Wednesday, March 14, 2012

Bloguiste Completes Swook, and World Trembles


    
     


This post will be the self-indulgent celebration of the bloguiste’s recently achieved swook.  The reader can take it or leave it.
 


          I am inspired by the word blog itself, which is an abbreviated form of web plus log.  Everything about the cybernetic world is rushed and breathless.  One must do what one can to avoid disyllables, which by the very laws of thought must take twice as long to enunciate as  monosyllables.  Swook—a vocable of my own invention that fills the much needed gap separating swim (n.) from book--achieves a wonderful economy.  For by a most extraordinary concatenation of serendipities I yesterday brought to completion two mighty works.



            The first is the manuscript of a book provisionally entitled The Dark Side of the Enlightenment.  The second is my swim from Bar Harbor, ME to Redondo Beach, CA.  Neither of the projects was completed on the day it began, needless to say, but neither was the building of Rome, roughly comparable accomplishments.  Furthermore, the swim part might be regarded as slightly allegorical.  From a consultation of Google Maps I discover that the shortest driving distance between Bar Harbor and Redondo Beach is 3283 miles.  That’s if you are willing to go by I-80 and pay some tolls.  Believe me, I’ve paid my tolls.  For the last eighteen years I have tried to start every morning with a swim, and I have succeeded in doing so at least seventy-five percent of the time.
            I am convinced that even by the most conservative reckoning—so conservative that it is probably even honest--I have now completed the 231,123 twenty-five-yard lengths of the Dillon Gymnasium pool needed for a metaphorical crossing of the North American Continent.  To tell you the truth, I was amazed at the discovery.  I thought I was still fighting off sharks somewhere around Saint George, Utah, but statistics don’t lie.  Much.

 Brrrr Harbor, Maine

            Moving on to the bibliographical side of my swook, the manuscript I have just completed is 140,480 words long.  This seemed plenty long to me while I was writing it, but in fact in the great scheme of things it is at best a moderate production.  I’ve produced a few more words that Dickens did in A Tale of Two Cities (135,420), though Fenimore Cooper aces me out at 145,469 in The Last of the Mohicans.  These titles also have a happy symbolism about them.  I wrote some of the book in Paris, and as to the last Mohican, nothing more need be said.

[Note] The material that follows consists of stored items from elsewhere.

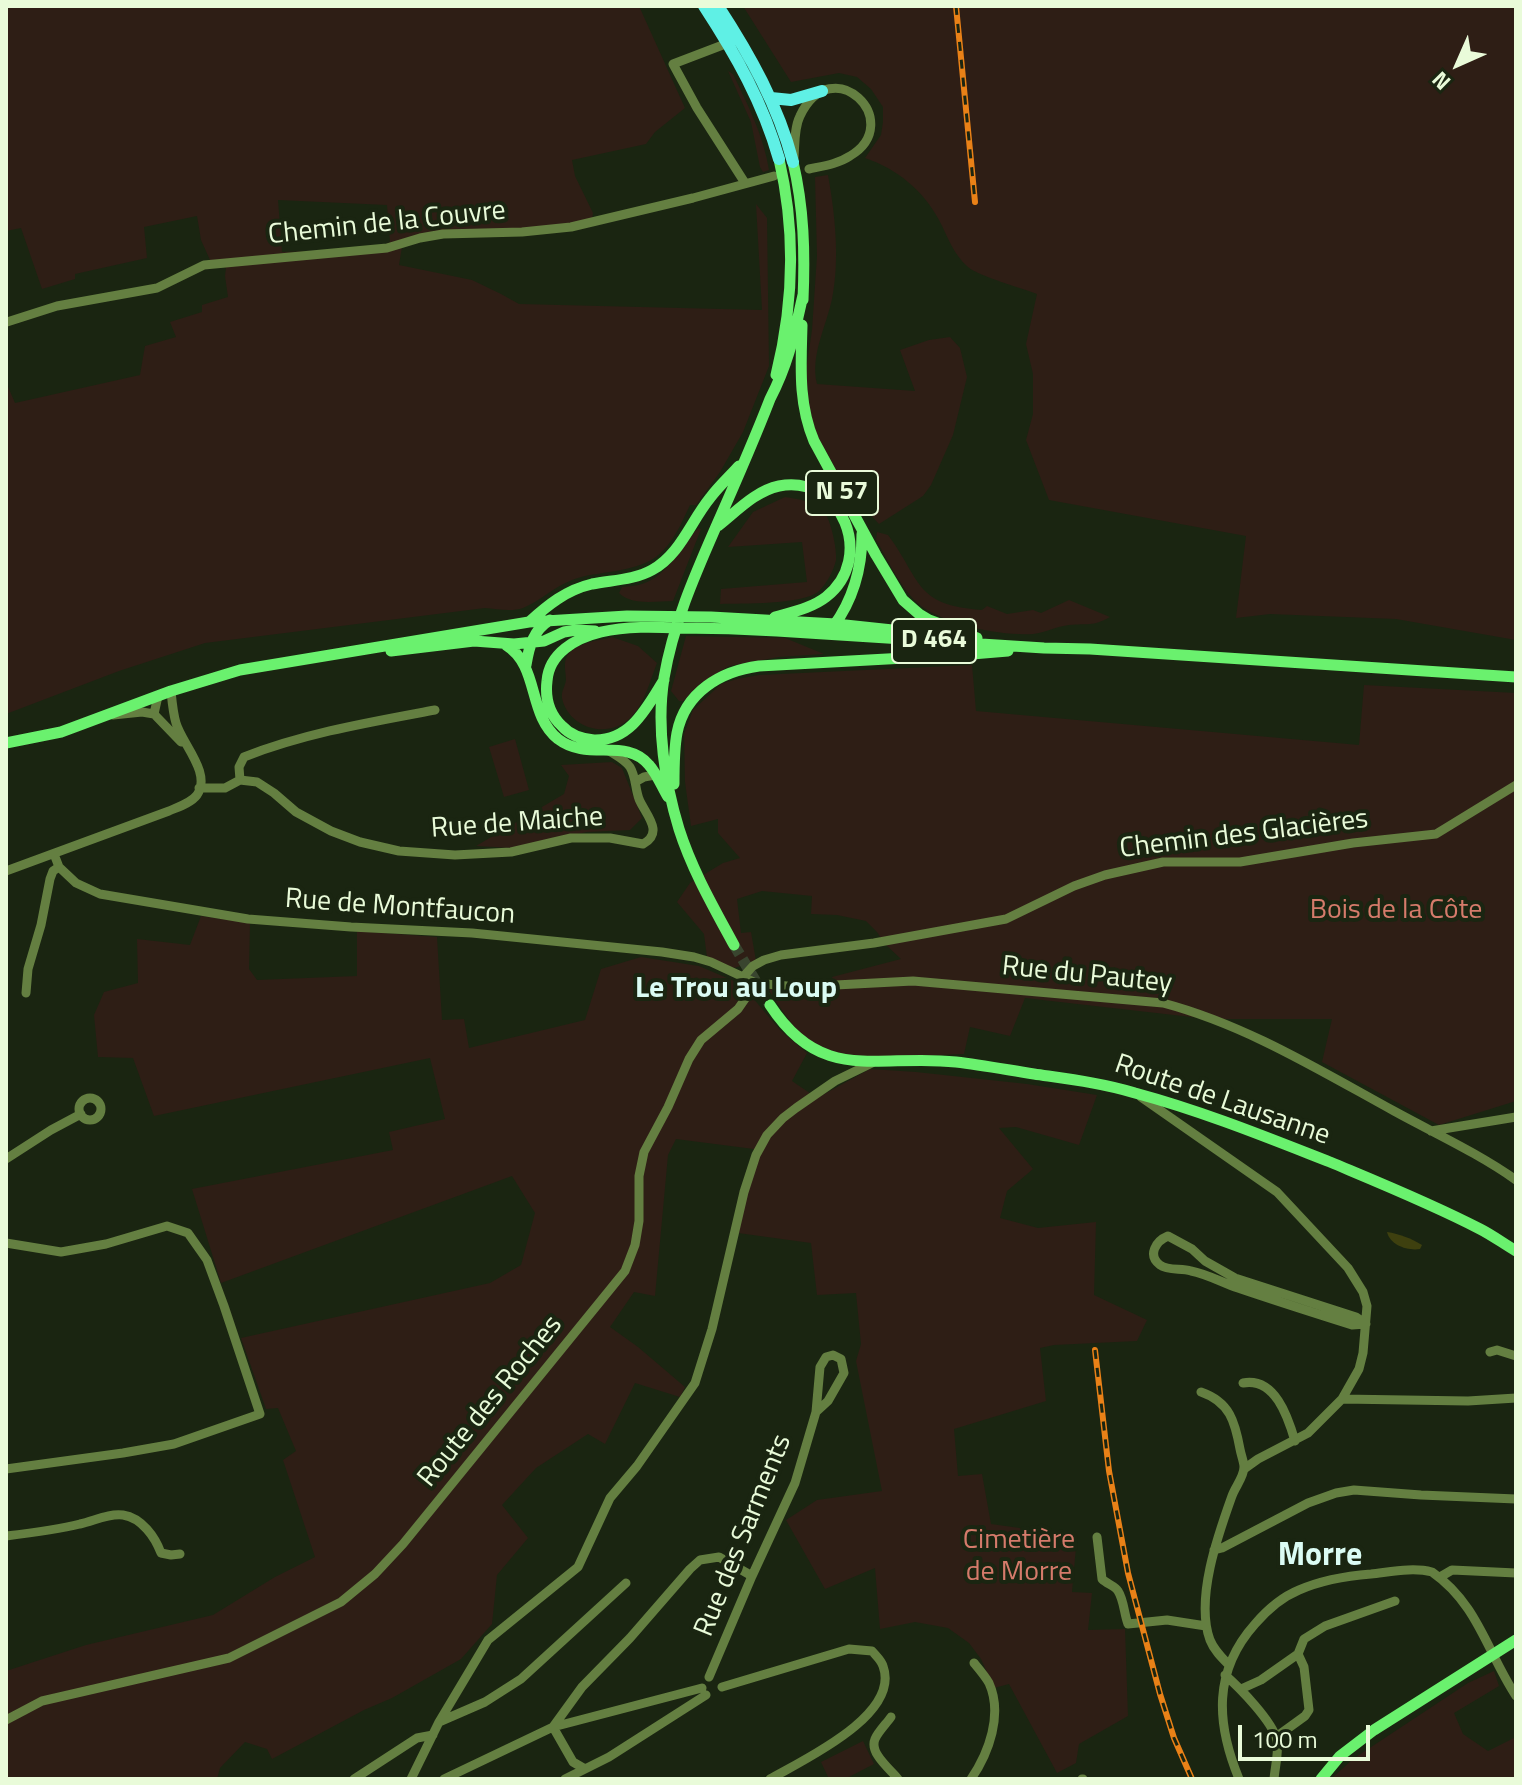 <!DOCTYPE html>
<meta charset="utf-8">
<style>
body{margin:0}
#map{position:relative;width:1522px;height:1785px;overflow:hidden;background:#1a2511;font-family:"Titillium Web",sans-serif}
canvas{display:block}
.frame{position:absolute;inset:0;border:8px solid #e9fbd9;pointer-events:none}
.north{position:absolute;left:1418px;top:24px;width:80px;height:80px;-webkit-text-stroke:6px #1a2511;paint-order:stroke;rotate:225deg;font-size:22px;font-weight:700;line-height:32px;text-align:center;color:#e9fbd9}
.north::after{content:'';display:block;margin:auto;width:28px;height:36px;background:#e9fbd9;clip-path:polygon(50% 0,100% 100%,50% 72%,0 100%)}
.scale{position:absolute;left:1238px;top:1725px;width:132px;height:36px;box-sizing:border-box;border:4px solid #e9fbd9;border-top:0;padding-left:10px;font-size:24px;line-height:28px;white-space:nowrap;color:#e9fbd9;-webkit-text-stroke:6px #1a2511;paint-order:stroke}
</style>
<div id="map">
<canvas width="1522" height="1785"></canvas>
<div class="frame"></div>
<div class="north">N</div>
<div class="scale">100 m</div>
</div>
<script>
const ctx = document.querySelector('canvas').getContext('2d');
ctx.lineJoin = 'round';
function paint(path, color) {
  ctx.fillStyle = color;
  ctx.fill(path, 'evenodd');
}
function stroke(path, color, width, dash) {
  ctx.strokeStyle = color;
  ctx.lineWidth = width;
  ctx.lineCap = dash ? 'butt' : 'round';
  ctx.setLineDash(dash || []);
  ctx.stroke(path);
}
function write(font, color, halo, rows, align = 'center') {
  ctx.font = font + ' "Titillium Web",sans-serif';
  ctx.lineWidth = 8;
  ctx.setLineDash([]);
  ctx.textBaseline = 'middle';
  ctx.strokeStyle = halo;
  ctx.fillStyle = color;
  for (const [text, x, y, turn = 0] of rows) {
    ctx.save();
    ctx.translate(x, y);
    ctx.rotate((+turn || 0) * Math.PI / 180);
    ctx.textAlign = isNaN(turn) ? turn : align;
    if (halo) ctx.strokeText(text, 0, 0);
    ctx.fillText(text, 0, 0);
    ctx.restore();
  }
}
const green = new Path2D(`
 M6,6H639L685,108L655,132L646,144L572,160L575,176L593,213L591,226L440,237L402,247L399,265L472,280L501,294L519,304L762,310L756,204L767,218L769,366L743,432L720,472L696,505H690C681,524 673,544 656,557C631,574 599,570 572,580C554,587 540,601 523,608C512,612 497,609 485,608L205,643L119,671L6,714V382L15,403L140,375L145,346L176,337L170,322L202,312V305L228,297L225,276L226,268L210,260L201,240L197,216L144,227L147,258L75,274V279L42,289L21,228L6,231ZM278,200L387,205L390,242C374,252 304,251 282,252Z
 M743,6H1516V640L1396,619L1270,614L1236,618L1246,536L1049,500L1026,440L1033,414V374L1026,344L1037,294C1022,288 978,276 968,267C953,254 948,237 939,220C923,190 897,169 865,158L881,135L883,122V107L871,89L857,77L839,73L791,82Z
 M728,71L733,74C748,105 764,137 769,170L763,172L760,167L751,122Z
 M828,175C835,214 840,260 832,299C826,327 810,356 817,384L915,391L900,350L929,340L950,337L960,348L967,377L953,435L931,485L923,496L879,524L862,506L857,496L853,500L816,433L807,401L805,377L812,330L817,256L815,177Z
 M785,497C798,499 815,501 824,512C831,520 837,549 836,560C834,570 826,585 818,592C800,605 743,603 720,604L721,589L807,582L802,542L728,547L753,512Z
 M698,528L701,529L673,601C656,601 632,606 619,593L622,587C628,586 636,586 642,584C668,576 681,546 698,528Z
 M877,532L888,535C922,581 914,605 982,610L987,606L1007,614L1033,610L1041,613L1069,600L1110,617C1092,627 1088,623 1069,625C1057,626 1045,633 1033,634C1001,636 947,625 921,606C901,590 889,561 876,540Z
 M686,636L785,638L824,654L779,657L729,666L701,683L683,701H679L671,691Z
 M612,637L638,646L657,663C650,681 644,705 630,718C608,740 568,728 562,698C561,691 565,687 566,680C566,672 563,664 567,656C576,642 598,641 612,637Z
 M972,665L976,711L1359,745L1364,685L1516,693V1101L1439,1125L1322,1062L1332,1019H1209L1025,998L1010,1036L970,1027L964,1054C928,1055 846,1062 816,1046C797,1035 780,1007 768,989L836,991L832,977L901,959L885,944L877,932L866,921L837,915L811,914L812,896L762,891L737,899L741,933L751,932L756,961L734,968L707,957L704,934L677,902L690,883L723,863L740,858L718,833V819L691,826L685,782L684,734L693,710L721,684L737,679L759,675Z
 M515,739L529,790L504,797L489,747Z
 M612,762L622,768L642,818L630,830L587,832L512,848L476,846L564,794L569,776L561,765Z
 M201,916L250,923L249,969L257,980L357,976V931L437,937L442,1020L464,1019L469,1048L585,1020L601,969L641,957L699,966L741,984L780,1030L807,1053L792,1081L817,1098L870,1069L916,1072L1027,1084L1097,1095L1079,1145L1016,1127L999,1128L1033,1169L1007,1191L1000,1218L1038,1228L1096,1222L1094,1295L1147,1320L1137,1341L1054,1345L1040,1348L1046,1401L954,1429L958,1476L982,1474L991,1524L1077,1536L1072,1592L1092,1593L1088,1630L1125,1629L1128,1716L1079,1744L1076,1763L1057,1773L1009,1684L994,1688L981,1659L969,1643L948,1628L915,1622L880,1629L875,1568L825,1589L786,1520L817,1500L882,1491L856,1361L861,1344L856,1293L817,1295L811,1243L738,1233L754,1149L676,1139L668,1155L655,1296L634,1292L610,1327L638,1347L685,1387L680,1397L635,1383L605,1444L588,1434L536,1468L502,1505L528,1538L497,1575L492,1624L461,1659L392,1698L364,1710L272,1759L267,1749L245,1742L220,1768L217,1779H6V1671L86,1645L213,1615L275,1577L315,1557L283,1460L296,1451L278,1408L266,1409L241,1338L490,1283L521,1265L535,1213L512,1176L221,1283L192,1189L393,1150L389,1132L445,1119L430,1058L154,1116L133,1058L98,1057L94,1015L104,992L138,983L137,939L190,945Z
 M1494,1671L1499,1686L1454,1713L1463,1734L1488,1751L1516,1737V1779H1331L1353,1759L1468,1683Z
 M863,1741L874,1764L845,1779H829L821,1762Z`);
const water = new Path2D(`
 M1387,1232C1400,1234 1410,1238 1422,1245L1420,1249C1407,1251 1390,1245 1387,1232Z`);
const majorTunnel = new Path2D(`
 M734,945L770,1005`);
const minor = new Path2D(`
 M728,43L673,64L697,108L745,183
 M794,158C795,145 794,128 800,116C832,48 907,122 850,156C838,164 823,166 809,169
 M7,322L57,306L157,288L204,265L387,248L420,238L443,234L522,232L571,227L693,198L774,176
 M158,696L154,714L181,742
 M113,715L142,712L154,714
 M240,780L239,767L244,757C305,733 371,722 435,710
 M635,782L644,777L655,775
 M199,788H225L240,780L257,782L274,793L296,812L331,831L360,842L399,851L455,855L511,852L571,838H610L643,844C665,832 645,814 639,799C635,788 636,777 630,767C625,760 617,756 609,751
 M54,854L59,867L76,883L100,894L248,919L351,927L472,933L662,952L694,957L711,962L756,983L797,987L913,981L1163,1003C1246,1025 1319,1070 1394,1111C1434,1133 1478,1153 1516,1180
 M6,871L169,811C178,807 191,803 197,795C212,773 182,744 176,723C173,713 172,701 171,691
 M743,977L753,966L764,960L781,955L874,943L1006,919L1074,886L1105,875L1163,862H1240L1353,843L1436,834L1516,785
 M26,993L28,969L41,925L50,879L53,871L59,867
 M1141,1097L1277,1192L1348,1268L1363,1292L1367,1306L1363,1353L1359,1369L1342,1399L1308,1433L1258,1459L1244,1469
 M79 1109a11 11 0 1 1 22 0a11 11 0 1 1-22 0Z
 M1431,1131L1516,1117
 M6,1159L51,1130L81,1114
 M1168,1236L1192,1249L1205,1261L1235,1278L1356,1317L1366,1324L1352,1325C1314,1313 1276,1301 1238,1288C1223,1283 1207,1274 1191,1271C1181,1268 1168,1271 1160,1265C1147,1255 1156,1241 1168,1236Z
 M6,1243L61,1252L106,1244L167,1226L188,1233L207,1260L224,1306L260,1414L174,1444L123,1453L6,1469
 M1490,1352L1497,1350L1516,1356
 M1243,1383C1275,1377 1288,1417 1295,1441
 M1201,1392C1230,1402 1235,1422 1240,1449C1241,1455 1244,1462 1244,1467C1244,1477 1235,1487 1232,1496C1218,1535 1195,1599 1210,1640C1214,1650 1221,1657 1228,1664
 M1342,1399L1468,1401L1516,1398
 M6,1536C31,1533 56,1530 80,1524C94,1521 109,1513 123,1515C142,1518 155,1537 161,1553L171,1555L180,1554
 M1097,1537L1102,1579C1107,1584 1115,1586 1118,1591C1124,1600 1124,1614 1128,1624L1167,1620L1206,1626
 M1214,1550L1222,1548L1308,1503L1336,1493L1354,1490L1421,1495L1516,1499
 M1440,1577L1452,1570L1516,1573
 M1225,1675C1240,1688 1272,1721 1277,1740C1279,1752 1275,1767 1274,1779
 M709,1677L752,1576L795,1483L816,1412L820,1367L826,1357L833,1355L841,1359L844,1373L828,1401L816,1412
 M722,1687L849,1649L872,1651C876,1656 881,1660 883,1666C901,1715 803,1760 770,1779
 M1241,1689L1261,1680L1298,1654L1304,1639L1325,1626L1395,1601
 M891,1717C886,1724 878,1732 875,1739C869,1753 890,1769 898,1779
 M6,1720L42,1701L229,1658L341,1602L375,1574L403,1544L625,1271L635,1245L639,1221V1176L644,1152L668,1107L689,1059L701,1040L738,1009L756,983
 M439,1722L485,1702L521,1679L626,1583
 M1276,1737L1305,1716L1309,1710L1304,1667L1298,1654
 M585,1769L573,1762L553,1727L582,1687L630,1638L690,1569L700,1560L719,1557L752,1576
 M354,1779L417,1738L433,1735
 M411,1779L439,1722L488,1640L578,1567L610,1498L637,1466L695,1383L712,1329L744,1192L756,1155L767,1135L783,1118L796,1108L835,1081L872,1063
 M444,1779L553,1727L702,1688
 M565,1779L609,1757L706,1695
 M971,1779C989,1753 1003,1714 989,1683C985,1676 979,1669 974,1663
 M1082,1779H1083
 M1239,1779C1216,1723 1213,1671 1255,1624C1267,1610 1282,1597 1299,1590C1322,1580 1346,1576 1371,1574C1390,1572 1413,1567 1432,1572C1478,1604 1487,1652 1516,1696`);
const major = new Path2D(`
 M793,162C804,208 805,253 803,300
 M802,325C801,366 798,403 814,441L876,555L903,600L919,614L929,620L977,638
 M776,375C794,303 796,232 779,159
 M718,526C736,512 755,491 779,486C842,474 876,558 826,597C812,608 792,612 775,617
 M529,622C548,605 566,590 592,584C612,580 634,580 652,570C680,555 691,521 710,498C719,486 730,476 739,466
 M833,627C853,600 862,567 862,534
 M506,645C540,666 527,714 558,739C588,762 626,737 649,765C657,774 662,787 668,797
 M391,651L474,641L514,644L544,641L564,632L576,630L595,631
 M526,665C529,647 533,630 550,620
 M664,680C647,707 631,741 594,740C582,739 570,735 562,726C549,714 545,698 547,681C549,653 576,638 601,632C627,626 654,627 680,628C712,628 745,629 777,631C866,637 955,642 1044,648L1090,649L1516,677
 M6,743L61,732L171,691L240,670L529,622L627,616L711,617L836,624L930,634
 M674,784C674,767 674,749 677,733C685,692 721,671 759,666L960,655L1008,651
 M734,945C714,908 692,870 679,829C665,783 656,727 664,678C673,625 694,577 715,529C734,486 753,443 770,399C789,362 794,335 803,295
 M770,1005C823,1086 879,1053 956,1062C982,1065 1008,1070 1034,1074C1068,1079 1102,1083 1135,1093C1202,1111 1266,1137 1330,1162C1380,1183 1432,1204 1480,1229C1492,1235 1504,1244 1516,1251
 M1321,1779L1340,1756L1374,1730L1516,1640`);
const highway = new Path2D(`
 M704,6C736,55 763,103 779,159
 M718,6C750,55 778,105 793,162
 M771,98L791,100L822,91`);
const rail = new Path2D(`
 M956,6L975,202
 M1095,1350L1109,1471L1128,1573L1160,1694L1174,1738L1192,1779`);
const shields = [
 [842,493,72],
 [934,641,84]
];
const shieldNames = [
 ["N 57",842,493],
 ["D 464",934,641]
];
const streetNames = [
 ["Chemin de la Couvre",387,224,-6],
 ["Rue de Maiche",517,824,-4],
 ["Chemin des Glacières",1244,835,-7],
 ["Rue de Montfaucon",400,908,4],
 ["Rue du Pautey",1087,976,6],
 ["Route de Lausanne",1222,1101,19],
 ["Route des Roches",491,1402,-51],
 ["Rue des Sarments",744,1536,-68]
];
const parkNames = [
 ["Bois de la Côte",1396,911],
 ["Cimetière",1019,1541],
 ["de Morre",1019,1573]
];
const neighbourhoodNames = [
 ["Le Trou au Loup",736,990]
];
const quarterNames = [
 ["Morre",1320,1557]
];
paint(green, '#2e1e15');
paint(water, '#3e400f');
stroke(majorTunnel, '#39452f', 11, [11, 5.5]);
stroke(minor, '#647f41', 9);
stroke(major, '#6af16e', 11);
stroke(highway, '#5ff0e5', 12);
stroke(rail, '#e98117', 6);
stroke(rail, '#1a2511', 3, [9]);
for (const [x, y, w] of shields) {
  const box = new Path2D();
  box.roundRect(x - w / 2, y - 22, w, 44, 6);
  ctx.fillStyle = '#1a2511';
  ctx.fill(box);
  stroke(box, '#e9fbd9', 2);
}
write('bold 26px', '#e9fbd9', null, shieldNames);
write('28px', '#e9fbd9', '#1a2511', streetNames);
write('28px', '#d57b6b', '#1a2511', parkNames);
write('bold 30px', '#dbfcf4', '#1a2511', neighbourhoodNames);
write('bold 32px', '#dbfcf4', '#1a2511', quarterNames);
</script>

Redondo Beach, California: the Pier

            As for the real big boys, I simply cannot compete.  My manuscript falls between a quarter and a fifth of the length of Tolstoy’s War and Peace, the only book I can think of at the moment that seems to provide a fair parallel for literary quality and likely impact on world consciousness.  War and Peace logs in at 587,267 words, though I must admit that I don’t know whether that refers to the original Russian or to the English of the wonderful “Inner Sanctum” translation by Louise and Aylmer Maude published by Simon and Schuster in 1942.
       
Note the date.  One of many great features of this edition is its patriotic character, reflected in the fine introduction by Clifton Fadiman and even more tellingly in its end-paper maps, which show in stark comparison the advance of Napoleon to Moscow in 1812 with the advance of the German army to its furthest point on November 27, 1941.  Think "Stalingrad".   If we take the starting point of Napoleon’s campaign as Köningsberg in Prussia his army had to march—always on its stomach, remember, which is very like the Australian crawl—780 miles each way!  But of course he had to get to East Prussia from Paris in the first place, which would have added another 1053 outward miles to his trip.  In other words I long ago outdistanced Marshal Ney.
       
All of this is vaguely relevant, because the last chapter of my book is about Napoleon—sort of.  It is entitled “Did Napoleon Exist?”  My contract does not allow me to reveal trade secrets in an uncopyrighted format, so that I am forbidden to reveal the answer in this venue.  You will have to read my book to find out.  I will point out, however, that the opening scene in War and Peace is a cocktail party in Saint Petersburg in 1805 in which certain characters are discussing whether on not Napoleon is the Antichrist.  I shall further note that the entire round trip distance between Paris and Moscow is three thousand, six hundred and sixty-six miles!  Need I say more?  Let history judge.
       
For all its exhilaration an achieved swook does bring with it its own anxieties.  What next?  Alexander could weep for the want of new worlds to conquer.  My problem is of a different sort.  A septuagenarian standing before the pier in Redondo Beach has to wonder whether, at a rate of roughly three hundred miles a year, there is much likelihood of ever getting back home.  However, I am planning a slightly more northerly route, beginning at the point where the California-Oregon line hits the coast and swimming eastward along the 42nd parallel to Plymouth Bay.